A revealing anecdote during last fall’s remembrances of the Kennedy assassination described how Lyndon Johnson, the slain president’s successor, bullied Sen. Richard Russell of Georgia into serving on the Warren Commission to investigate the shooting.

Russell was a powerhouse conservative and segregationist. Johnson figured he’d balance the liberal commission chair, Supreme Court Chief Justice Earl Warren, maestro of a famously activist high court. Russell loathed Warren. Johnson didn’t care.

But here’s the historical oddity: Russell, the archconservative, was a Democrat. Warren, the liberal lion, was a Republican. Each belonged to a species that was common half a century ago but is now as extinct as the pterodactyl.

Consider three numbers from last week’s Star Tribune Minnesota Poll: 0, 1 and 3.

The poll found that only 3 percent of Minnesota Democrats disapprove of the job Mark Dayton is doing as governor. Just 1 percent of Democrats disapprove of Sen. Al Franken’s performance in office.

And Republicans? The poll reported 0 percent of them approving of President Obama’s handling of his job.

These are staggering levels of groupthink. And without making too much of any single poll result, a wealth of evidence confirms the basic message here. Our political parties have become pathologically pure, harboring, at least on certain questions, no more intellectual diversity than a beehive.

It’s almost unanimously agreed, of course, that America today is abnormally polarized, that we’ve seldom been so sharply divided. But is it possible that it’s only our political parties that are more estranged than they used to be?

Or, put another way, could today’s inflexible sorting of conservatives and progressives into rival partisan identities itself be the “problem” — the thing that’s rubbing political resentments raw?

Last week’s poll revealed various kinds of divides among Minnesotans — by geography, gender and age. But none compared with the partisan chasms. The most lopsided demographic leaning was young voters’ keenness for Franken. But their 73 percent approval looks like ambivalence beside Franken’s 97 percent endorsement from Democrats of all ages.

In 2012, the Pew Research Center for the People & the Press looked at polarization over time. It reported that it is only when they are sorted by party that Americans have grown more divided over the past quarter-century.

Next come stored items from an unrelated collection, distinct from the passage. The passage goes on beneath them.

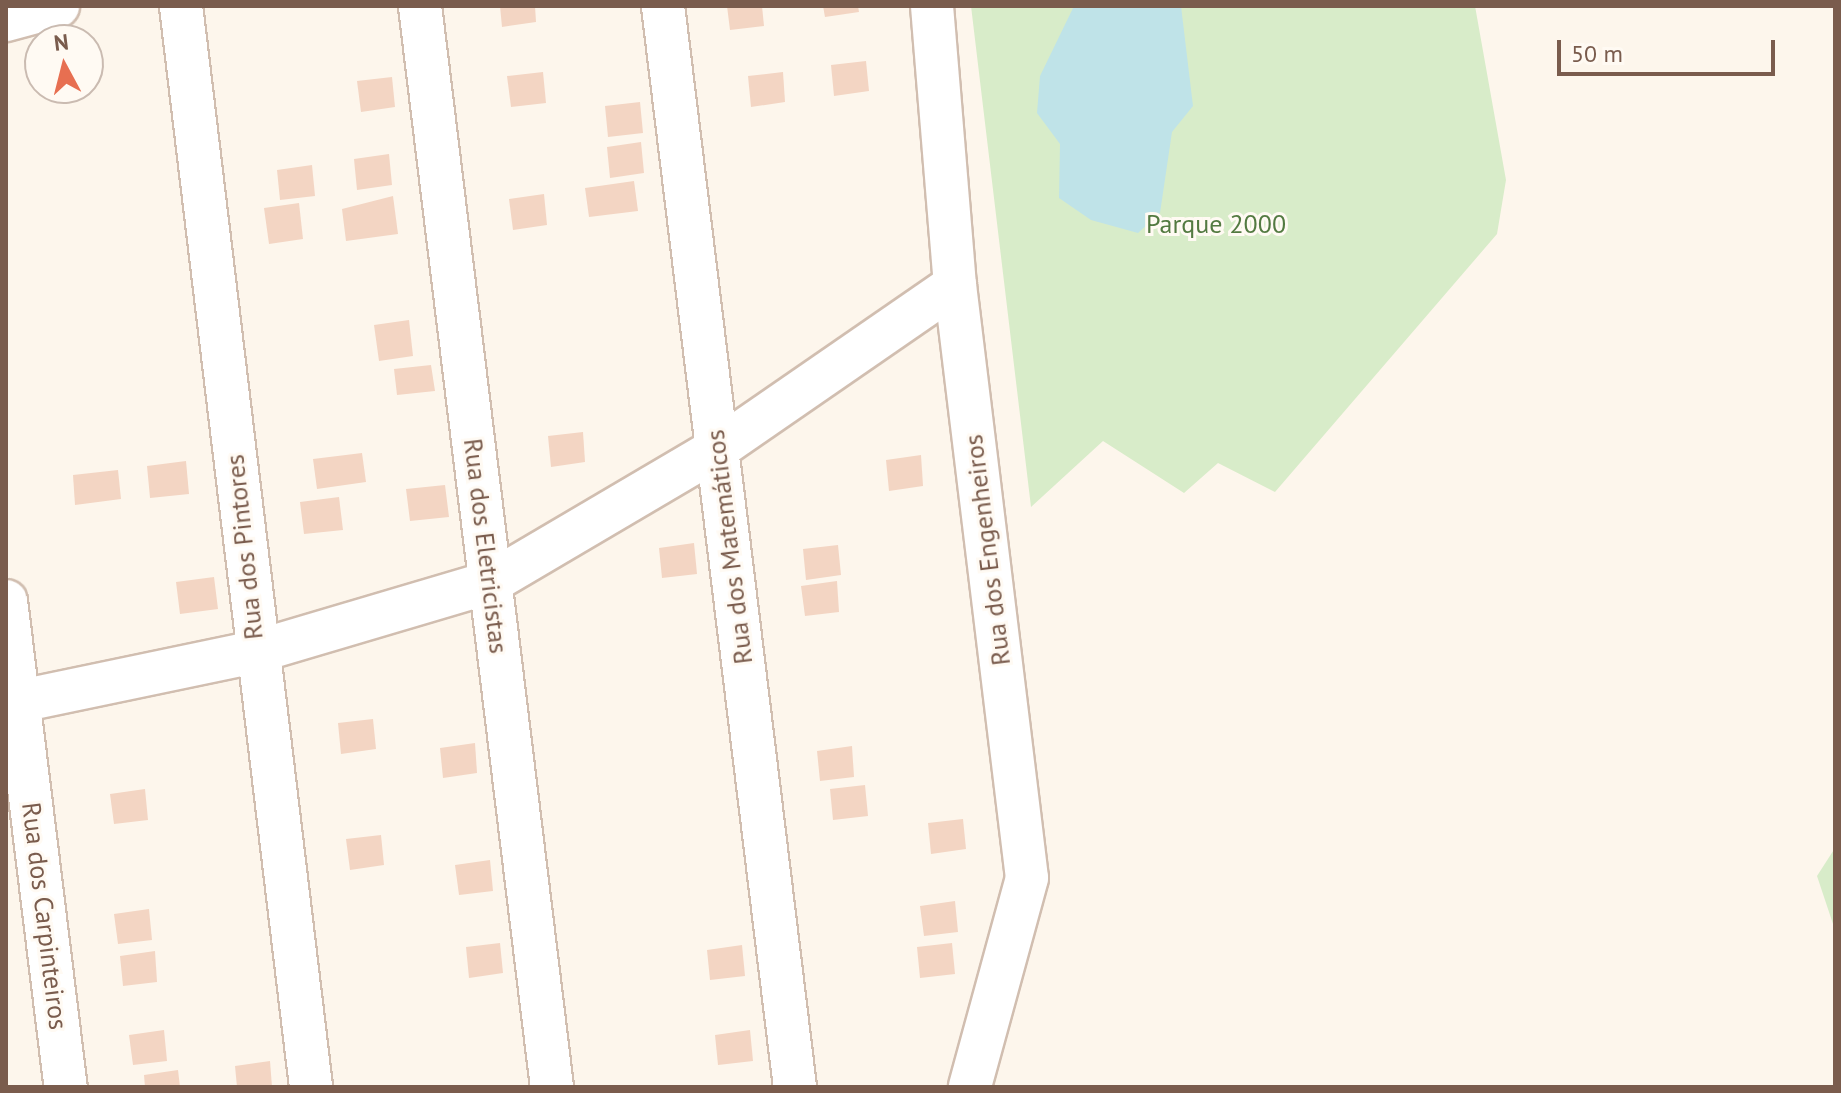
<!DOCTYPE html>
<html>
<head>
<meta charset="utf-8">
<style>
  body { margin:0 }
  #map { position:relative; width:1841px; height:1093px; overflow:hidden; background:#fdf6ec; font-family:"PT Sans",sans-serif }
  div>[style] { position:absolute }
  .green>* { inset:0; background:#d8ecc9 }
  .water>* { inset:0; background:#bfe3e8 }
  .building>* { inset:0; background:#f3d5c3 }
  .roads { filter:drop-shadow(2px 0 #d1beb0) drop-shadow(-2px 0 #d1beb0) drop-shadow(0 2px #d1beb0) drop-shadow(0 -2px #d1beb0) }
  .minor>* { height:42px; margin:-21px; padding:0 21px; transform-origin:21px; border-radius:21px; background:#fff }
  span { translate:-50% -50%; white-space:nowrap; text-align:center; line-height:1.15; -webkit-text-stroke:6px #fffaf3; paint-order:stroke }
  .park-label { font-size:26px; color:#537a41 }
  .street-label { font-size:26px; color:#7a5c4d }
  .frame { position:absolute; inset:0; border:8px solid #7a5c4d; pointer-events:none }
  .north { position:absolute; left:24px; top:24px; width:80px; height:80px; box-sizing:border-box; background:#fffaf3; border:2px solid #cabbb1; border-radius:50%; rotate:353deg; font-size:22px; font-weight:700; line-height:32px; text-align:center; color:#7a5c4d }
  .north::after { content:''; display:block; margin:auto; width:28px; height:36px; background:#e76f51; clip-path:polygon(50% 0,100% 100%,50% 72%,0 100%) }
  .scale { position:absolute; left:1557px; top:40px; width:218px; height:36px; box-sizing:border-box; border:4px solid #7a5c4d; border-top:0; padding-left:10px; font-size:24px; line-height:28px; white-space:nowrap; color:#7a5c4d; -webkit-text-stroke:6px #fffaf3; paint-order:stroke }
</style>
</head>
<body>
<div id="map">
  <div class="green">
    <i style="clip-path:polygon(971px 6px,1475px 6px,1506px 180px,1497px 234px,1275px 492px,1218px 463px,1184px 493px,1103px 441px,1031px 507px)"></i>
    <i style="clip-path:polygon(1835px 848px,1835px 930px,1817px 876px)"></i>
  </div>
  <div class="water">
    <i style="clip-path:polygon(1074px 6px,1181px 6px,1193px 106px,1172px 132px,1160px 213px,1138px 233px,1091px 220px,1059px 198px,1060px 144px,1037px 113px,1040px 76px)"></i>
  </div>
  <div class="building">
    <i style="clip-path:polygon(500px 6px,535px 6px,536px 22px,502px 27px)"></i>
    <i style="clip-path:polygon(727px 6px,762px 6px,764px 26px,730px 30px)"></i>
    <i style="clip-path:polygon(823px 6px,858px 6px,859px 12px,825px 17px)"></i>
    <i style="clip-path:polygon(866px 61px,869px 91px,834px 96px,831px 65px)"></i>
    <i style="clip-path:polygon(543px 72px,546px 103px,511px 107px,507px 76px)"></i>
    <i style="clip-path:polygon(783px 72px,785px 102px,751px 107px,748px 76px)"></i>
    <i style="clip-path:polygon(392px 77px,395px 107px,361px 112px,357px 81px)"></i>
    <i style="clip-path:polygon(640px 102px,643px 133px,608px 137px,605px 106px)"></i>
    <i style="clip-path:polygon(641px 142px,644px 173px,610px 178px,607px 147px)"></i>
    <i style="clip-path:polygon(389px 154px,392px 185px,357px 190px,354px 159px)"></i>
    <i style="clip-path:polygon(312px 165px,315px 196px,280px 200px,277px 170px)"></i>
    <i style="clip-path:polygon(634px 181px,638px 211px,589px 217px,585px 188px)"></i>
    <i style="clip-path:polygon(544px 194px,547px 225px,513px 230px,509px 199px)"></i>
    <i style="clip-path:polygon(393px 196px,398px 234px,346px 241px,342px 209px)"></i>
    <i style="clip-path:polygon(299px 203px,303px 239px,269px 244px,264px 208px)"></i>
    <i style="clip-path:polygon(409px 320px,413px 356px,379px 361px,374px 325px)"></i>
    <i style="clip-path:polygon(431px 365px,435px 391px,397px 395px,394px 369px)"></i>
    <i style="clip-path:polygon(583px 432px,585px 462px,551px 467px,548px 436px)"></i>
    <i style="clip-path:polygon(362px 453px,366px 482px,317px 489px,313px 459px)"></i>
    <i style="clip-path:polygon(921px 455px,923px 486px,889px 491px,886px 460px)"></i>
    <i style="clip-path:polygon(186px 461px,189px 494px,150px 498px,147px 466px)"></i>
    <i style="clip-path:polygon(118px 470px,121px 499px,75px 505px,73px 475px)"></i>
    <i style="clip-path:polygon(445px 485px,449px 517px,410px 521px,406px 489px)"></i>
    <i style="clip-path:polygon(339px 497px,343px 530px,304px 534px,300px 502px)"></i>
    <i style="clip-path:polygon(694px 543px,697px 574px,662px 578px,659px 548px)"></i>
    <i style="clip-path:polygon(838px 545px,841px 575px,806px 580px,803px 549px)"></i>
    <i style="clip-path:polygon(214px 577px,218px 609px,180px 614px,176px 582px)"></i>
    <i style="clip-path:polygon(837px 581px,839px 612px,805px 616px,801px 586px)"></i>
    <i style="clip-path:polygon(373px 719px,376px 749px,341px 754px,338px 723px)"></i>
    <i style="clip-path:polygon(475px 743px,477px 773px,443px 778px,440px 748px)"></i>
    <i style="clip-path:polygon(852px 746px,854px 777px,820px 781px,817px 751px)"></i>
    <i style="clip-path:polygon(865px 785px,868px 816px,833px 820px,830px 789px)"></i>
    <i style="clip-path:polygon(145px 789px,148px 820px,114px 824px,110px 794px)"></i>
    <i style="clip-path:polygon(963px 819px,966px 849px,931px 854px,928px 823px)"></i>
    <i style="clip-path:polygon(381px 835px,384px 865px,350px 870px,346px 839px)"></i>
    <i style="clip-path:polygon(490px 860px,493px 891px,459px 895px,455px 865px)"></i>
    <i style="clip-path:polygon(955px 901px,958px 932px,924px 936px,920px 906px)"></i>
    <i style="clip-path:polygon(149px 909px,152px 940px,118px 944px,114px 914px)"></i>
    <i style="clip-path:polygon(500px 943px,503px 973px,469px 978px,466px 947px)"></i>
    <i style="clip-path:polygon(952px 943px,955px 974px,920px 978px,917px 947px)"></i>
    <i style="clip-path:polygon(742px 945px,745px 976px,710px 980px,707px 950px)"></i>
    <i style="clip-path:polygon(155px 951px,157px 982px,123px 986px,120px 956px)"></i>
    <i style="clip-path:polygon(164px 1030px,167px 1061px,133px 1065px,129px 1035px)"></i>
    <i style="clip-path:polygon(750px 1030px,753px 1061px,718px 1065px,715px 1035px)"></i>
    <i style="clip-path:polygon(270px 1061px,272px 1087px,237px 1087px,235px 1066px)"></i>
    <i style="clip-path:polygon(178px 1070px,180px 1087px,145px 1087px,144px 1075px)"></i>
  </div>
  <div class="roads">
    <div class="minor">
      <i style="left:181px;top:6px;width:1089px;rotate:83.14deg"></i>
      <i style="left:420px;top:6px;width:1089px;rotate:83.04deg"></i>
      <i style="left:663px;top:6px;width:1089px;rotate:83.04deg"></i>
      <i style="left:932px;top:6px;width:280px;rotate:85.3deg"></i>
      <i style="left:955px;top:285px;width:597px;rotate:83.08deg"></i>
      <i style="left:1027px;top:878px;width:217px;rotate:105.3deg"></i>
      <i style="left:6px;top:20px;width:54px;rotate:-15.1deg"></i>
      <i style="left:6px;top:601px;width:490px;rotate:83deg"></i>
      <i style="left:6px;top:704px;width:254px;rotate:-11.8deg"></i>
      <i style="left:255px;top:652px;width:246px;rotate:-16.5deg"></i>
      <i style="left:491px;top:582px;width:262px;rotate:-30.5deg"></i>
      <i style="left:717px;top:449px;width:289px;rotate:-34.6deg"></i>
    </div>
  </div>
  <div class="park-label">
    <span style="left:1216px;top:224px">Parque 2000</span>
  </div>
  <div class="street-label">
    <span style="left:486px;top:546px;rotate:83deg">Rua dos Eletricistas</span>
    <span style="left:244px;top:547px;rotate:-96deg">Rua dos Pintores</span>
    <span style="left:729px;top:547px;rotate:-97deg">Rua dos Matemáticos</span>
    <span style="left:987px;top:550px;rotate:-97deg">Rua dos Engenheiros</span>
    <span style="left:45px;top:916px;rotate:83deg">Rua dos Carpinteiros</span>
  </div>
  <div class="frame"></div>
  <div class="north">N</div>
  <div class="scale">50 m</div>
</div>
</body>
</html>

Averaged across 48 issues, the researchers said, “the average partisan gap … nearly doubled” from 1987 to 2012. But little or no widening showed up in the disagreements between black and white Americans; the more educated and less educated; the rich and the poor; the religious and unreligious, or males and females. Those groups differed, but only to the same extent as before.

It’s not news that our parties have undergone a rite of purification in recent decades. Traditionally, America’s parties were messy organic coalitions held together by geography, ethnicity, religion, economic interest, history and habit. The South stayed “solidly” attached to the Democrats for a century after the Civil War, even though on many issues it ceased to be a natural ideological fit. After bipartisan passage of the Civil Rights Act 50 years ago, the white South’s migration to the Republican Party did more than any other single development to turn each party into an echo chamber.

The mongrel parties of old were often unloved. Each contained both a conservative and a liberal wing, and philosophical battles raged as often within the parties as between them. But the parties’ organizational interest in holding their diverse coalitions together tended to soften rhetoric and increase flexibility. The problem, as many saw it, was that voters were given no sufficiently clear choice in the end.

George Wallace, another militant Dixiecrat of yesteryear, famously thundered that there was “not a dime’s worth of difference” between Democrats and Republicans. His gripe, put in more scholarly terms, was the basic theme of a landmark paper published in 1950 by the American Political Science Association, “Toward a More Responsible Two-Party System.” A long series of reforms since then, aimed at democratizing party processes and weakening party bosses, has also helped move the parties farther apart.

The Pew Center’s research director Scott Keeter said in a discussion of the 2012 study that “what many political scientists had been hoping for years ago … is coming true. The two parties are becoming more and more ideologically homogenous. But so far the result has been a dysfunctional political system that appears unable to govern …”

It may not be quite as bad as all that. With a few ugly compromises finally being worked out in Washington, perhaps we can hope our more polarized parties will yet learn to do business with each other. Or maybe Americans, now enjoying a “clear choice,” will eventually make one, giving one party or the other enough power to break through the gridlock.

In the meantime, it never hurts to be reminded to be careful what we wish for.